= PROBLEM REQUIREMENTS =
Find the number of lines below in which the word "scale" appears, and write that number only.

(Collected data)

<<<<

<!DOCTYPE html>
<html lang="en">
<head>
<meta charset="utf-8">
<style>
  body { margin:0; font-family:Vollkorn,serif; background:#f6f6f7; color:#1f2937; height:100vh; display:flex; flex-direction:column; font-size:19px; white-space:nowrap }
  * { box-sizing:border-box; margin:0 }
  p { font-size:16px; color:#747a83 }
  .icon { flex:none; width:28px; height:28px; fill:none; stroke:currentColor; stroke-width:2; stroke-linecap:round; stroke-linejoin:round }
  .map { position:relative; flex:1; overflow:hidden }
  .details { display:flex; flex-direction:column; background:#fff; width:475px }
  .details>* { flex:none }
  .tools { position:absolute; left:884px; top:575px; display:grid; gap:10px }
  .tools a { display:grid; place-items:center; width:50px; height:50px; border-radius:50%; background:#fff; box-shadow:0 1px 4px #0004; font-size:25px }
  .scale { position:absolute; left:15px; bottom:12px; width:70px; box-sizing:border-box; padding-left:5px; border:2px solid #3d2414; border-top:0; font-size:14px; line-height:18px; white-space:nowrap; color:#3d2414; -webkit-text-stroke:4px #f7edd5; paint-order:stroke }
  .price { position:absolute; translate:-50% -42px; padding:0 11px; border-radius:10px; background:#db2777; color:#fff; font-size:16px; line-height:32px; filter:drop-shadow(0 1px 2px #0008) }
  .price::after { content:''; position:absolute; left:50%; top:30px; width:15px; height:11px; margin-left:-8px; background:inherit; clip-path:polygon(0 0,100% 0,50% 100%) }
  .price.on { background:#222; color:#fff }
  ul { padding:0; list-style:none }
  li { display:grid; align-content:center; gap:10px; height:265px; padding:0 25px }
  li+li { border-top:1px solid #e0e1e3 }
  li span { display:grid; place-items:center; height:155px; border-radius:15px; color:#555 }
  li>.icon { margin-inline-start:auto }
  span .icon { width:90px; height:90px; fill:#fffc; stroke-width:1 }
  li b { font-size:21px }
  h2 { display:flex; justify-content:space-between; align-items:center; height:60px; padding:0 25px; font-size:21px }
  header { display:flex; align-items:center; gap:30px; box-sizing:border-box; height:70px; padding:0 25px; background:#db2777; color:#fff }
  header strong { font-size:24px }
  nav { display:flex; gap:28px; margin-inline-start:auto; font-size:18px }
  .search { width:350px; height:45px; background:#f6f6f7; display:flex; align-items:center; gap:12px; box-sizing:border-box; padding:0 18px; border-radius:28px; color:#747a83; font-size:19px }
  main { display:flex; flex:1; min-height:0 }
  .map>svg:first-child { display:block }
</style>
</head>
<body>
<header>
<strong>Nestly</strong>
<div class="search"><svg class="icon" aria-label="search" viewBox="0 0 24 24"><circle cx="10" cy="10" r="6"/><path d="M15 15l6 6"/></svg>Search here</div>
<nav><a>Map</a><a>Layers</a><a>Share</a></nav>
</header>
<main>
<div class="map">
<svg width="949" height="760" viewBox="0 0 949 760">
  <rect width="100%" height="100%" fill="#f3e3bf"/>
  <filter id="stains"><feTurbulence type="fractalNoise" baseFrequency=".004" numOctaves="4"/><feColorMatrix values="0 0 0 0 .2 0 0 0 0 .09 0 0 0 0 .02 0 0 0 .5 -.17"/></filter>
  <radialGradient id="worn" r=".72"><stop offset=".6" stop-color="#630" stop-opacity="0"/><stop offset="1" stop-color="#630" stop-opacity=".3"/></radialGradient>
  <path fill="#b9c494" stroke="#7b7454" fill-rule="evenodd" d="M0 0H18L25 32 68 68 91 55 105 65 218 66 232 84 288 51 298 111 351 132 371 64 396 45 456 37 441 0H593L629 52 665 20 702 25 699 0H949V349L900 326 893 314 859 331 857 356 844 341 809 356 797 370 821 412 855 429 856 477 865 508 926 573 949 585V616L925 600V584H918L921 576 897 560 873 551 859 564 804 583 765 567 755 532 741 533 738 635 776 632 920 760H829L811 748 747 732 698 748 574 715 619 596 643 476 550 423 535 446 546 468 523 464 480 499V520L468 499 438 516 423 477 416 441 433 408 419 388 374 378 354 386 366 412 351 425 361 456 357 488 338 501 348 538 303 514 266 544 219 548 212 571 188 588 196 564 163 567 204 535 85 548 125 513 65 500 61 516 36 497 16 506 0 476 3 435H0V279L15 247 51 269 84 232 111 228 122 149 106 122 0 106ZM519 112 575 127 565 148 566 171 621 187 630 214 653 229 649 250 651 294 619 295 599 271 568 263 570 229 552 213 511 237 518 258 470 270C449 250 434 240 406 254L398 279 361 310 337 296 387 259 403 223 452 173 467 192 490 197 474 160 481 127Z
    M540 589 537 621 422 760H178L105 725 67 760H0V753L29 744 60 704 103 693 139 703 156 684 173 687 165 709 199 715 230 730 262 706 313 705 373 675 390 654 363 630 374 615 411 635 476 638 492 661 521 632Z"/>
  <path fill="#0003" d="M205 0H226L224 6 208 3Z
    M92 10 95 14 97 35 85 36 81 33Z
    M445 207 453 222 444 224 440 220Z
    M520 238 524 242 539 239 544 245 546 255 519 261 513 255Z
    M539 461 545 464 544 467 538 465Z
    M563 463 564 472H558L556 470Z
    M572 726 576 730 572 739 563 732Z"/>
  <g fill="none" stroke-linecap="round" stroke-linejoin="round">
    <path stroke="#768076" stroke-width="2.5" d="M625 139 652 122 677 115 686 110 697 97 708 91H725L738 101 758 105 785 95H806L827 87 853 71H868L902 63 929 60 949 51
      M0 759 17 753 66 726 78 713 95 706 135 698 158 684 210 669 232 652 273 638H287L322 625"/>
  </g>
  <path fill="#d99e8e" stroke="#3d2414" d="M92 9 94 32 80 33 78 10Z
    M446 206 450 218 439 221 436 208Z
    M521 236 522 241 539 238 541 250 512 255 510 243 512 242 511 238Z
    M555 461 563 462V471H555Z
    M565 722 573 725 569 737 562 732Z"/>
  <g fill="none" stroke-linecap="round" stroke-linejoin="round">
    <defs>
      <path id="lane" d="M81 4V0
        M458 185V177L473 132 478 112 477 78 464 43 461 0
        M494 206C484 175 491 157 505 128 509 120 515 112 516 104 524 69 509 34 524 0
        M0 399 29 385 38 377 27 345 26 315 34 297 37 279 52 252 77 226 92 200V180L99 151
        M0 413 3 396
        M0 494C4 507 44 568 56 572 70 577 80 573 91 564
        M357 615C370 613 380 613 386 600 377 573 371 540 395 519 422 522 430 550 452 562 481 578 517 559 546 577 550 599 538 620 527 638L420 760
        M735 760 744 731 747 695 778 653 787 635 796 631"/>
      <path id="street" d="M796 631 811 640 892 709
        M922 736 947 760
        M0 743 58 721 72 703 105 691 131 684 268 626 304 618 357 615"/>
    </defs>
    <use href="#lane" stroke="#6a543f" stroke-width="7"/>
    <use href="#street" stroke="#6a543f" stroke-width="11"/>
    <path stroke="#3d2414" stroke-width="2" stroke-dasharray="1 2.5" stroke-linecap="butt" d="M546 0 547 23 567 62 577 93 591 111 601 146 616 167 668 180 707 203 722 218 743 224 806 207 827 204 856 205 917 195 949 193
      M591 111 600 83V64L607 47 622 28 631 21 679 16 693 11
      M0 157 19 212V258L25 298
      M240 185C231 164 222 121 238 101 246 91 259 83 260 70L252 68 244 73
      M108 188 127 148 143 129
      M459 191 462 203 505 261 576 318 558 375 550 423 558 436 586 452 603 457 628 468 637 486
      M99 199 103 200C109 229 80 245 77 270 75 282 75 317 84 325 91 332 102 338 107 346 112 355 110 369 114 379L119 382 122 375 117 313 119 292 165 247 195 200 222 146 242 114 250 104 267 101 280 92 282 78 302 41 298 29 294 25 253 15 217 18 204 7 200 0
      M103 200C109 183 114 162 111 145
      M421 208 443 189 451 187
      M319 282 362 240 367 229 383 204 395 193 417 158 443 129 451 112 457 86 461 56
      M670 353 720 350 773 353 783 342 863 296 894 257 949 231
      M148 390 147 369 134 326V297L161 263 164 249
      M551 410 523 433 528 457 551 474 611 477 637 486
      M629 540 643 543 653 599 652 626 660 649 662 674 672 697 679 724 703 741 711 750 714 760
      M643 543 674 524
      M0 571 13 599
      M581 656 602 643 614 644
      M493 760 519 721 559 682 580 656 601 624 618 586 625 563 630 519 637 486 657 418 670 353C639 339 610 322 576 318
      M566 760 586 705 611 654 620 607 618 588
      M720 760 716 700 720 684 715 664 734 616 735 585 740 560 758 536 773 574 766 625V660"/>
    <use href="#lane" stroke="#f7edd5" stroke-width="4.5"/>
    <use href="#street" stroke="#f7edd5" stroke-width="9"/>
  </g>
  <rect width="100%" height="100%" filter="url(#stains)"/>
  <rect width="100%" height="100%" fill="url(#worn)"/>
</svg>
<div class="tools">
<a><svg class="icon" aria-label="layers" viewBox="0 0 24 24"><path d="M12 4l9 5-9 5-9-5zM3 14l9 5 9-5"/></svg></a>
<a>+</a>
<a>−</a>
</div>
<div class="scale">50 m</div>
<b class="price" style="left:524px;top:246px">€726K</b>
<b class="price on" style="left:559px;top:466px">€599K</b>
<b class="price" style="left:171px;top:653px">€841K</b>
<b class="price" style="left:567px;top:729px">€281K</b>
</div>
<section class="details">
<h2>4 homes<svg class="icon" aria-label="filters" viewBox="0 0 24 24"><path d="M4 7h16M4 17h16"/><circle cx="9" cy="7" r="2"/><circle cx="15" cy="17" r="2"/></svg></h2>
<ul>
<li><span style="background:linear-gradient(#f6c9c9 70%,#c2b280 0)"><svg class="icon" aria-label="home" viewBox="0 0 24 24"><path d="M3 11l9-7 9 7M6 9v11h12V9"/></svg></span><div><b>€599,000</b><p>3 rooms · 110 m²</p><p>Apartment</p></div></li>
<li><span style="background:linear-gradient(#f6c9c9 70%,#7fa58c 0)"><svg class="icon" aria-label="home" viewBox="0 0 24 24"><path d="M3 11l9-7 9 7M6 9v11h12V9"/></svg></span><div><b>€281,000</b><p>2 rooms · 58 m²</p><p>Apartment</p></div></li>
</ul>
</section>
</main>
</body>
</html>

>>>>

= RESULT =
2